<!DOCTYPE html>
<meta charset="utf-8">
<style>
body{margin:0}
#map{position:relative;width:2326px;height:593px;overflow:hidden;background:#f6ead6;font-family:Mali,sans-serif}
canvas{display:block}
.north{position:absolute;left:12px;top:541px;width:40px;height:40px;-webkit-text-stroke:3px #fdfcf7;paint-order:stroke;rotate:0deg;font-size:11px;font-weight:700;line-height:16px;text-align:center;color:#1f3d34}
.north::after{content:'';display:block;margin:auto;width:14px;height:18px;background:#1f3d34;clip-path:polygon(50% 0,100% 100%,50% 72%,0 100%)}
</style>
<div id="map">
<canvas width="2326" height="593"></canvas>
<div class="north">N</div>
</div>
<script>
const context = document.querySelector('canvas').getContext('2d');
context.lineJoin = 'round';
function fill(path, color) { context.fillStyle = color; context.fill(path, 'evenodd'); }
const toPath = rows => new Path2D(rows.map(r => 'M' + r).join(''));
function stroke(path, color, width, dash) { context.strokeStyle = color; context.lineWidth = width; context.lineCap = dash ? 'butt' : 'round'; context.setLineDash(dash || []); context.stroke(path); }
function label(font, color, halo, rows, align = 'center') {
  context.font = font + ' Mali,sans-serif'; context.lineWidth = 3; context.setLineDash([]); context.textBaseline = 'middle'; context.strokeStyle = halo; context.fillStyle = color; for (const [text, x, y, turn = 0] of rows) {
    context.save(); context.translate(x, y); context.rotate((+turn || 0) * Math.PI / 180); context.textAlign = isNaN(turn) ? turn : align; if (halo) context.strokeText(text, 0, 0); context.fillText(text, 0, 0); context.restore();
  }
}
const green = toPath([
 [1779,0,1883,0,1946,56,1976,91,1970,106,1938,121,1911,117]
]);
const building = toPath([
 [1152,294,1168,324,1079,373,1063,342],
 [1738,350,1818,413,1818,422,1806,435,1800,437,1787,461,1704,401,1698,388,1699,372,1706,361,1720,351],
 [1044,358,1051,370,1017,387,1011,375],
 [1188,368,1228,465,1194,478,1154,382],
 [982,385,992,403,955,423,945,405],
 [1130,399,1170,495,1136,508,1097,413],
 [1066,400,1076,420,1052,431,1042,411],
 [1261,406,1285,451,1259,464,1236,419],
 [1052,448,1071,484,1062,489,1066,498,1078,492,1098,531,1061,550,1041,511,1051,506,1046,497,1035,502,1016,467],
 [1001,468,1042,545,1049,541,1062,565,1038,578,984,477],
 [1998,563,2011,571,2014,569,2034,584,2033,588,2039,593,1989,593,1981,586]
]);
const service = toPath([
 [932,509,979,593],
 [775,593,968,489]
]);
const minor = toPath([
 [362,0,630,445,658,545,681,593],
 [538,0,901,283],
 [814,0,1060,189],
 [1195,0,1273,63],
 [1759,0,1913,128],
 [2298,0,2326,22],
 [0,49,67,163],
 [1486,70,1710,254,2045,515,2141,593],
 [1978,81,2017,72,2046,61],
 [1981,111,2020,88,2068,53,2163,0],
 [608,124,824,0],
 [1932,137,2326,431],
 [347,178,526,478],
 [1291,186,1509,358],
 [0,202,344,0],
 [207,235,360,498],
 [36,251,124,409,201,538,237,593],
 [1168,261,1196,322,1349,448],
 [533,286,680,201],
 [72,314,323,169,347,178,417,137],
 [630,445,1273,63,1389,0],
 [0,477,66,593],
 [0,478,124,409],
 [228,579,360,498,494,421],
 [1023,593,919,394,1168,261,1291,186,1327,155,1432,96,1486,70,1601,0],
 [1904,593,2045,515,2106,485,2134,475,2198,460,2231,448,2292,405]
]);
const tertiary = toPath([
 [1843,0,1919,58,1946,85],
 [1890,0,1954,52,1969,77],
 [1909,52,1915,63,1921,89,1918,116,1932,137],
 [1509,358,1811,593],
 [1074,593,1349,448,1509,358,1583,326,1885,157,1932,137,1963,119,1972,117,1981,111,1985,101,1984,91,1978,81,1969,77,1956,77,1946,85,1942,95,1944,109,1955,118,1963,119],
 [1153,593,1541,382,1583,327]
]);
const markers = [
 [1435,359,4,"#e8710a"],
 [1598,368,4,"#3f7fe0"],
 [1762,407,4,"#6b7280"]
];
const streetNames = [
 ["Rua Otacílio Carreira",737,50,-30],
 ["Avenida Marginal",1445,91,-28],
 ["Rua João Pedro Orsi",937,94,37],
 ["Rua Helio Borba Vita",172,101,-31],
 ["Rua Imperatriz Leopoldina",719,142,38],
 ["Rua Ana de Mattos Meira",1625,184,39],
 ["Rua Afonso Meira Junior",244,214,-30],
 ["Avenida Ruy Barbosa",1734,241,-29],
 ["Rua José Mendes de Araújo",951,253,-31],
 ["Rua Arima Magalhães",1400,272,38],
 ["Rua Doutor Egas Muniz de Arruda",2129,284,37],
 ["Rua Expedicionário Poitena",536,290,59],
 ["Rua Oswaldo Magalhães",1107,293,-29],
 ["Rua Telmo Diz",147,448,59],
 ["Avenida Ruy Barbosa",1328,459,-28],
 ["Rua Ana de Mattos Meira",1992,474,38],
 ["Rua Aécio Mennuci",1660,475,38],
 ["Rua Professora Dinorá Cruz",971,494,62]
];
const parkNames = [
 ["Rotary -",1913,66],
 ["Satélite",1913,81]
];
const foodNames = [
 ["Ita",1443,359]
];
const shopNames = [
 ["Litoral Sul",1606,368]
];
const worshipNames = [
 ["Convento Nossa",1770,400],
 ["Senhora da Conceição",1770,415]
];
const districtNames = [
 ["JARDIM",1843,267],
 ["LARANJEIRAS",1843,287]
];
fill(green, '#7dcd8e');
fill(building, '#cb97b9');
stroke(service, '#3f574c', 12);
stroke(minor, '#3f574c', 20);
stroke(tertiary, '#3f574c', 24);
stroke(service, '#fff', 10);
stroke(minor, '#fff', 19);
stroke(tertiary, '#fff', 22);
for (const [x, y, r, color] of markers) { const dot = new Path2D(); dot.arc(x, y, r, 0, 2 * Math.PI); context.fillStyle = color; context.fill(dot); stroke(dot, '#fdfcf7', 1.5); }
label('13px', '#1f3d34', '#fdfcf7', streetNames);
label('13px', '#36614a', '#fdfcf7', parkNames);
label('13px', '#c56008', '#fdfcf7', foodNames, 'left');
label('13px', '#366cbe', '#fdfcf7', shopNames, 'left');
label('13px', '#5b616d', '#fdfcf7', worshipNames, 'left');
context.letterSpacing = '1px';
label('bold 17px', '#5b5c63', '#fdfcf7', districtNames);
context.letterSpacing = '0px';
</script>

------------------------------

[What is expected]
For each line in the data above that contains the string "setLineDash", extract the line.

[Your solution]
function stroke(path, color, width, dash) { context.strokeStyle = color; context.lineWidth = width; context.lineCap = dash ? 'butt' : 'round'; context.setLineDash(dash || []); context.stroke(path); }
  context.font = font + ' Mali,sans-serif'; context.lineWidth = 3; context.setLineDash([]); context.textBaseline = 'middle'; context.strokeStyle = halo; context.fillStyle = color; for (const [text, x, y, turn = 0] of rows) {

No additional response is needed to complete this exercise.